The reply should reproduce every line of the data below word for word, minus any images.

- **DATASET EXCERPT**
# # # # # # #

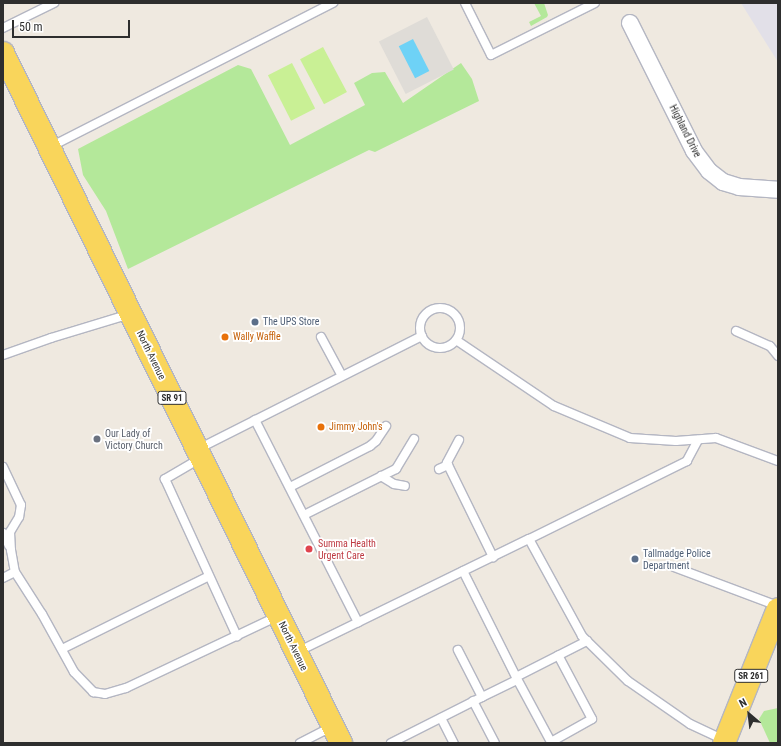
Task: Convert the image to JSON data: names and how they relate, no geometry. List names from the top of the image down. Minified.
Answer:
{"streets":{"main road":["North Avenue","SR 91","SR 261"],"street":["Highland Drive"]},"places":["The UPS Store","Wally Waffle","Jimmy John's","Our Lady of Victory Church","Summa Health Urgent Care","Tallmadge Police Department"],"scale_bar":"50 m","north":"top left"}
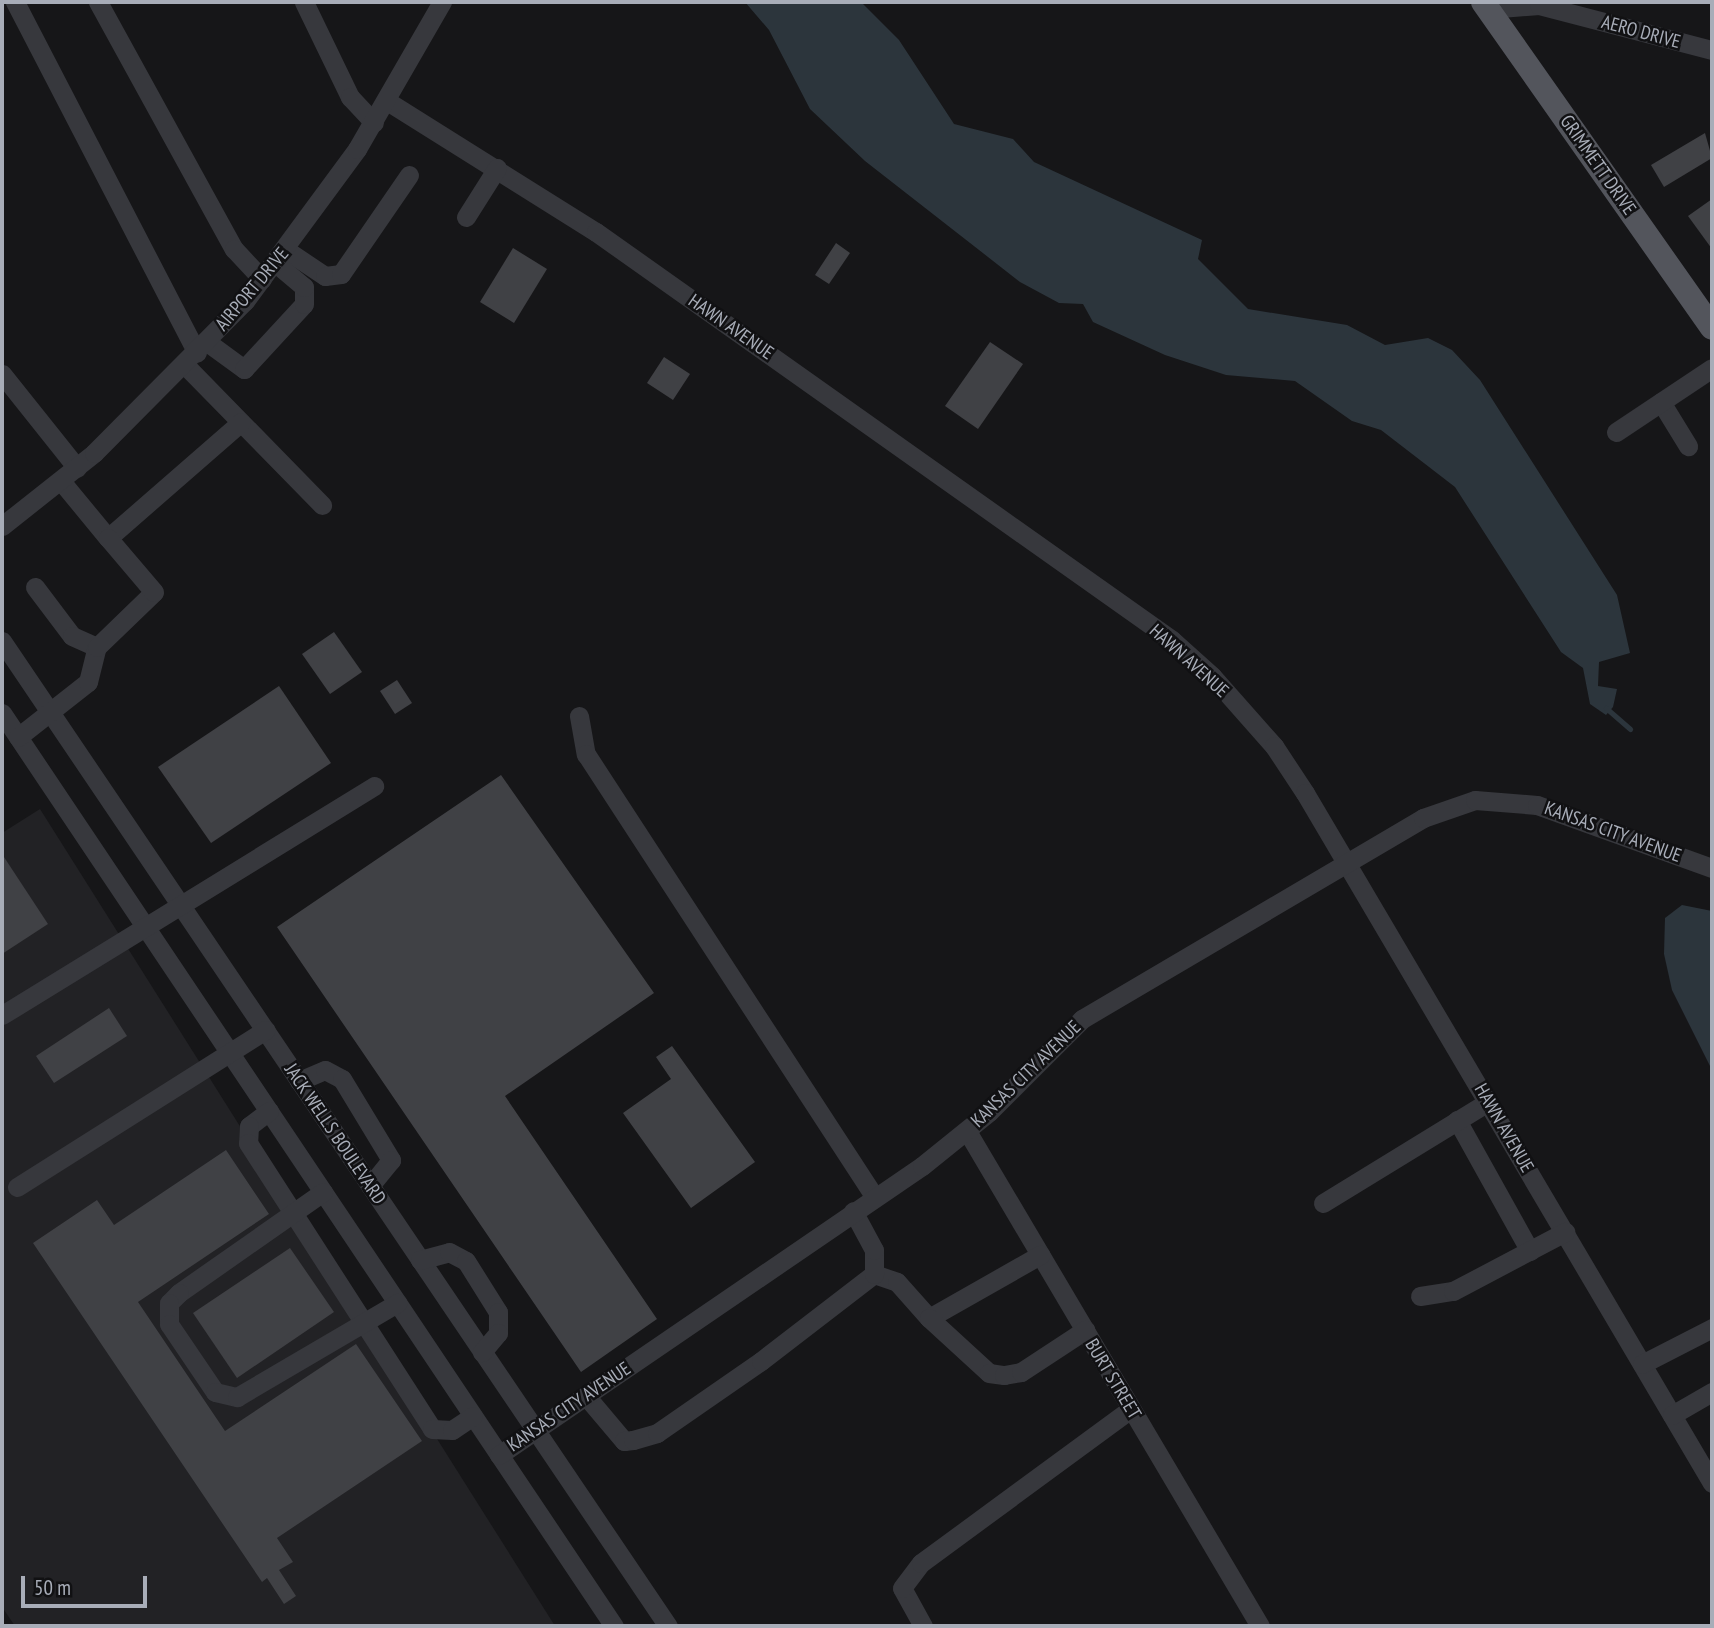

# # # # # # #

- **ANSWER AREA**
Task: Convert the image to JSON data: names and how they relate, no geometry. List names from the top of the image down. Minified.
Answer:
{"streets":{"main road":["North Avenue","SR 91","SR 261"],"street":["Highland Drive"]},"places":["The UPS Store","Wally Waffle","Jimmy John's","Our Lady of Victory Church","Summa Health Urgent Care","Tallmadge Police Department"],"scale_bar":"50 m","north":"top left"}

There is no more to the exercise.